Your objective: Read through the entries below and copy each line where "Enumerate" turns up.

Records for processing START

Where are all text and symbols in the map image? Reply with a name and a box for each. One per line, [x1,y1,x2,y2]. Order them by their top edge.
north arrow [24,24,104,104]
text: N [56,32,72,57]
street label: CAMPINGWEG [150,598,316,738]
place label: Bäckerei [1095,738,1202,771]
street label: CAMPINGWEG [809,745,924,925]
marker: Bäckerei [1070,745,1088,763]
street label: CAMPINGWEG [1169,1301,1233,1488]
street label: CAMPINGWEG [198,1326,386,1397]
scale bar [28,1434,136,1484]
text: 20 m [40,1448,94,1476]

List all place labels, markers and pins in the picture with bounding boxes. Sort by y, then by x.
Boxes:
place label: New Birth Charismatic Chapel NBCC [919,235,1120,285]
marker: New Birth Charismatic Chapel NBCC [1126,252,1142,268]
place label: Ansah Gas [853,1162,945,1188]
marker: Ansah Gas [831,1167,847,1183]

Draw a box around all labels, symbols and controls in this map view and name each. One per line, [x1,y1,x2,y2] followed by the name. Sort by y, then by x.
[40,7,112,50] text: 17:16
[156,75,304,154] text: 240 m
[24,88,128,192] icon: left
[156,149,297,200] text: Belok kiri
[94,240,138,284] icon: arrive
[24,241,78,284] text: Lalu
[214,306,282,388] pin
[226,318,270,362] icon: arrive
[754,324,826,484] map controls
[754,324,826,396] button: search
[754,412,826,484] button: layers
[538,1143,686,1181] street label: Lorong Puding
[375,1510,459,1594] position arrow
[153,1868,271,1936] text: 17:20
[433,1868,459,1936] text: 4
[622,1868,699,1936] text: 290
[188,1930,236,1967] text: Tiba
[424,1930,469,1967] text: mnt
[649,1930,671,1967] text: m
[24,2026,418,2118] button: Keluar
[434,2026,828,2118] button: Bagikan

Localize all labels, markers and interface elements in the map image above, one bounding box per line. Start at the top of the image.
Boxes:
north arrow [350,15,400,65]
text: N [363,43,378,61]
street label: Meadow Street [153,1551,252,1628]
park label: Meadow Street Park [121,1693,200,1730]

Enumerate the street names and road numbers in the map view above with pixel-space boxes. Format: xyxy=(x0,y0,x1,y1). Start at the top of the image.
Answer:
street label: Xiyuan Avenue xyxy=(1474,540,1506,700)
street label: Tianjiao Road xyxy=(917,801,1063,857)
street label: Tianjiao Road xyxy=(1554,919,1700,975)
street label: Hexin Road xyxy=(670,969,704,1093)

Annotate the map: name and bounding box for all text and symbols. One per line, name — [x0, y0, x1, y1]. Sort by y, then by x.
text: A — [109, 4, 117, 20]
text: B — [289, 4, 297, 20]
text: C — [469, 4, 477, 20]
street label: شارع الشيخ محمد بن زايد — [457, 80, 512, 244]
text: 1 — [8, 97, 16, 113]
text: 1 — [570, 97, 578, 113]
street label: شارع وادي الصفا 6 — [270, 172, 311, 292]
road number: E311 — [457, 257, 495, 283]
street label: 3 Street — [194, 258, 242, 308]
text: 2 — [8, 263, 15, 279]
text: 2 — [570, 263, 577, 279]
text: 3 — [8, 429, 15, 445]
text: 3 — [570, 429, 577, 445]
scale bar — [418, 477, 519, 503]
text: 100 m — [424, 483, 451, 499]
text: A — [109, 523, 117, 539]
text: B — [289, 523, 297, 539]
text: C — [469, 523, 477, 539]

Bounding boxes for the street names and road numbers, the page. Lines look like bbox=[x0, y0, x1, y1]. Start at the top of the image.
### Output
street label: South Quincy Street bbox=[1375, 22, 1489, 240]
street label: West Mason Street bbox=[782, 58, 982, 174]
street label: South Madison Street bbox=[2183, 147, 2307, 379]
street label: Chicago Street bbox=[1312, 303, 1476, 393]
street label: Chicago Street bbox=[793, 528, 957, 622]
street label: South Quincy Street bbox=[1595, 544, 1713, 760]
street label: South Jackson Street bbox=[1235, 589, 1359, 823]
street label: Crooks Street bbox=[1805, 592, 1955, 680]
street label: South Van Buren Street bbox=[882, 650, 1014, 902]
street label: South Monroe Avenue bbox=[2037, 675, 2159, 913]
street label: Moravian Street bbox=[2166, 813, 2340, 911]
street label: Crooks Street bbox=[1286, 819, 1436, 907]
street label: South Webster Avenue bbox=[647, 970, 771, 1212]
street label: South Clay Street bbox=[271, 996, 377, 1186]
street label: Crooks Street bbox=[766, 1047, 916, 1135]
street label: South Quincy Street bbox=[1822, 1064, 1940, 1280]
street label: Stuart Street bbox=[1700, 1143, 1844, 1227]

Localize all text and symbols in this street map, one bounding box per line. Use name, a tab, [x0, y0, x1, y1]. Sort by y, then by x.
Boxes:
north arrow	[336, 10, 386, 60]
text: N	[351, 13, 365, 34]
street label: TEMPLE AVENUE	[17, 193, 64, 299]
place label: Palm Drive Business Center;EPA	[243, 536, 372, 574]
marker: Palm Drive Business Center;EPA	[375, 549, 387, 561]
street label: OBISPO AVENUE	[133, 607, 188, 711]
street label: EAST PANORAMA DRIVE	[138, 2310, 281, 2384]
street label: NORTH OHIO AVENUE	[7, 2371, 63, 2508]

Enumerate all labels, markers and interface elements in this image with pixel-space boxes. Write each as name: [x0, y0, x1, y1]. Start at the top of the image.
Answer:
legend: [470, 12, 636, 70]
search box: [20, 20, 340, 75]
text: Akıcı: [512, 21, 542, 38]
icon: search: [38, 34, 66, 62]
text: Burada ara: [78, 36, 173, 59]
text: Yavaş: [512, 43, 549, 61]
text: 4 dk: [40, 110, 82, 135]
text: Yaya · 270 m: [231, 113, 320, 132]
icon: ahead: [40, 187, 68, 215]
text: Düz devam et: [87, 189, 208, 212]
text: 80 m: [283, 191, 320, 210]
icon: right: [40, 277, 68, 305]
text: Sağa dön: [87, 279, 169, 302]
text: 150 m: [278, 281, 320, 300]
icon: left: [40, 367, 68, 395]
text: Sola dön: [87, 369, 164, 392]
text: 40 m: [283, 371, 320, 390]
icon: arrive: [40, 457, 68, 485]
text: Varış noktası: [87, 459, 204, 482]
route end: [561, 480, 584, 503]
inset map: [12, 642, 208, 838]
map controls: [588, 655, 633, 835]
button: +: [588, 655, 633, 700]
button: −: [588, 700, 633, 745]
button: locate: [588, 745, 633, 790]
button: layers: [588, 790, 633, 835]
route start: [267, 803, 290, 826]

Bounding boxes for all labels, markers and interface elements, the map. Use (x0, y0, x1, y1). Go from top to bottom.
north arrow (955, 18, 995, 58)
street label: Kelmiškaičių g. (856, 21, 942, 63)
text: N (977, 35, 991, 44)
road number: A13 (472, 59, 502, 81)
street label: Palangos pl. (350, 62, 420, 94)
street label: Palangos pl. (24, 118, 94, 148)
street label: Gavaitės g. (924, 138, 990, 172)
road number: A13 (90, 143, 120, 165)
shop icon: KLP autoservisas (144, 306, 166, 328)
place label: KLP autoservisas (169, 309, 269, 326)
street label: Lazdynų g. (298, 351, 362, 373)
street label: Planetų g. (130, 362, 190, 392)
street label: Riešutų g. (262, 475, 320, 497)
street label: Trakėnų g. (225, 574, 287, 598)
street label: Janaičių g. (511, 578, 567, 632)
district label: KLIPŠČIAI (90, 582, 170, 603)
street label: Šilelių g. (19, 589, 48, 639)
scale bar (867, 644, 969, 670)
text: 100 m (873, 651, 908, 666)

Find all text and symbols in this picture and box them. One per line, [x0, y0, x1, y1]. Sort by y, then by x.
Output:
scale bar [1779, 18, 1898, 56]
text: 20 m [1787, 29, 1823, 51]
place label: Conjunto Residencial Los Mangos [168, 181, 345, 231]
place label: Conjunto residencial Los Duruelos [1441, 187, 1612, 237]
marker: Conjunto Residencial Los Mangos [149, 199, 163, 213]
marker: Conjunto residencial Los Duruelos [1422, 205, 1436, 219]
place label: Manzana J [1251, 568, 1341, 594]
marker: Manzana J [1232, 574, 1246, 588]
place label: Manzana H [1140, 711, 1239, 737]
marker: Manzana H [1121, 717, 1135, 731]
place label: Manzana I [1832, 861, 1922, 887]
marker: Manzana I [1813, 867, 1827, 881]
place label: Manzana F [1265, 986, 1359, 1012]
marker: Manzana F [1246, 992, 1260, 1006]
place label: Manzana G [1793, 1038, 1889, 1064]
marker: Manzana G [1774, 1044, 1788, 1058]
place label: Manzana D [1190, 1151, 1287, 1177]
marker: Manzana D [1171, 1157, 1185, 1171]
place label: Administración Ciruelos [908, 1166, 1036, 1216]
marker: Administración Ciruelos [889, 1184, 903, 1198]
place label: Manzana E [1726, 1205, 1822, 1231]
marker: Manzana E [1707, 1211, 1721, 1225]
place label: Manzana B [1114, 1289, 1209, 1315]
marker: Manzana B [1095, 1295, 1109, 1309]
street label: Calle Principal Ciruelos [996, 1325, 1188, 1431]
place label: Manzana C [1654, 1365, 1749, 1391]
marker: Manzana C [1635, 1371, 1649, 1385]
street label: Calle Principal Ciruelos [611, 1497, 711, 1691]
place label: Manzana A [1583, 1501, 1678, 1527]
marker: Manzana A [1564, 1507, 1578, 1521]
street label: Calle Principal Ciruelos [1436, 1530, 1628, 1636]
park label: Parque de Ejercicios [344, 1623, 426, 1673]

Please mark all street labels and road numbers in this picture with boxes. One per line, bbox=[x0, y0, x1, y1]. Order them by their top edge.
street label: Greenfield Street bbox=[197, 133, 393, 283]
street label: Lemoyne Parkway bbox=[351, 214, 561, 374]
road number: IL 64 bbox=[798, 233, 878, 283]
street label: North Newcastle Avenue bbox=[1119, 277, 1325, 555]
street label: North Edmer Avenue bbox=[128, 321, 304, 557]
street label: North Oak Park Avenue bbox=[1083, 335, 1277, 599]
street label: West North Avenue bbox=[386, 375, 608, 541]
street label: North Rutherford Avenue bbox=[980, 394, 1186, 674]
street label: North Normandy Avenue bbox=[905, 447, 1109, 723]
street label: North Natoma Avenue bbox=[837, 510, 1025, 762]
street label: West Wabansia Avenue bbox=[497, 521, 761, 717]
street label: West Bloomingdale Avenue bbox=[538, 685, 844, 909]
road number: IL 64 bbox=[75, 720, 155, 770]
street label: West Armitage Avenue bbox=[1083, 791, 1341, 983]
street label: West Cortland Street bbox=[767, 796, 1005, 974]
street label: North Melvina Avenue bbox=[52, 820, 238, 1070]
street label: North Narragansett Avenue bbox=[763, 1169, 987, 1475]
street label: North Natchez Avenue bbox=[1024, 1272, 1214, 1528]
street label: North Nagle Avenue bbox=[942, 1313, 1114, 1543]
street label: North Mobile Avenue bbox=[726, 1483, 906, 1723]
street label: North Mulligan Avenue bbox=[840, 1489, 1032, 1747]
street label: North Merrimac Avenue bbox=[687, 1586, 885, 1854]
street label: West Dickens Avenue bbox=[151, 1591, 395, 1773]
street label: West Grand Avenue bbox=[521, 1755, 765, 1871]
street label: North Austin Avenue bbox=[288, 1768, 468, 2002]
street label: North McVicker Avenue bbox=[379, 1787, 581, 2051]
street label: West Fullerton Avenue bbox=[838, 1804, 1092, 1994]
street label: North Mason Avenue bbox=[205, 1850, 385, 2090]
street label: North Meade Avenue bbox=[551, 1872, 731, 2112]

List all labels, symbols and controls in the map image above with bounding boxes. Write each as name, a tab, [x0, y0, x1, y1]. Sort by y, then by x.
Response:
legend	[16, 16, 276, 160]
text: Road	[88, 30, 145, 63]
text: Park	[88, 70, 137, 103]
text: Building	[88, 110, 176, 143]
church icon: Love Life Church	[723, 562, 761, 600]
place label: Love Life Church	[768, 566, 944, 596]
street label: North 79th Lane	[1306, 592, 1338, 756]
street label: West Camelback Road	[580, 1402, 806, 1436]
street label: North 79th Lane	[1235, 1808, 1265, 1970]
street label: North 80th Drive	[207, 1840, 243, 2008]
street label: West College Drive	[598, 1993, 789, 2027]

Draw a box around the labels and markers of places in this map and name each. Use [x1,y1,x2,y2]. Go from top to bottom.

Records for processing END

Answer section:
Enumerate the street names and road numbers in the map view above with pixel-space boxes. Format: xyxy=(x0,y0,x1,y1). Start at the top of the image.
Enumerate all labels, markers and interface elements in this image with pixel-space boxes. Write each as name: [x0, y0, x1, y1]. Start at the top of the image.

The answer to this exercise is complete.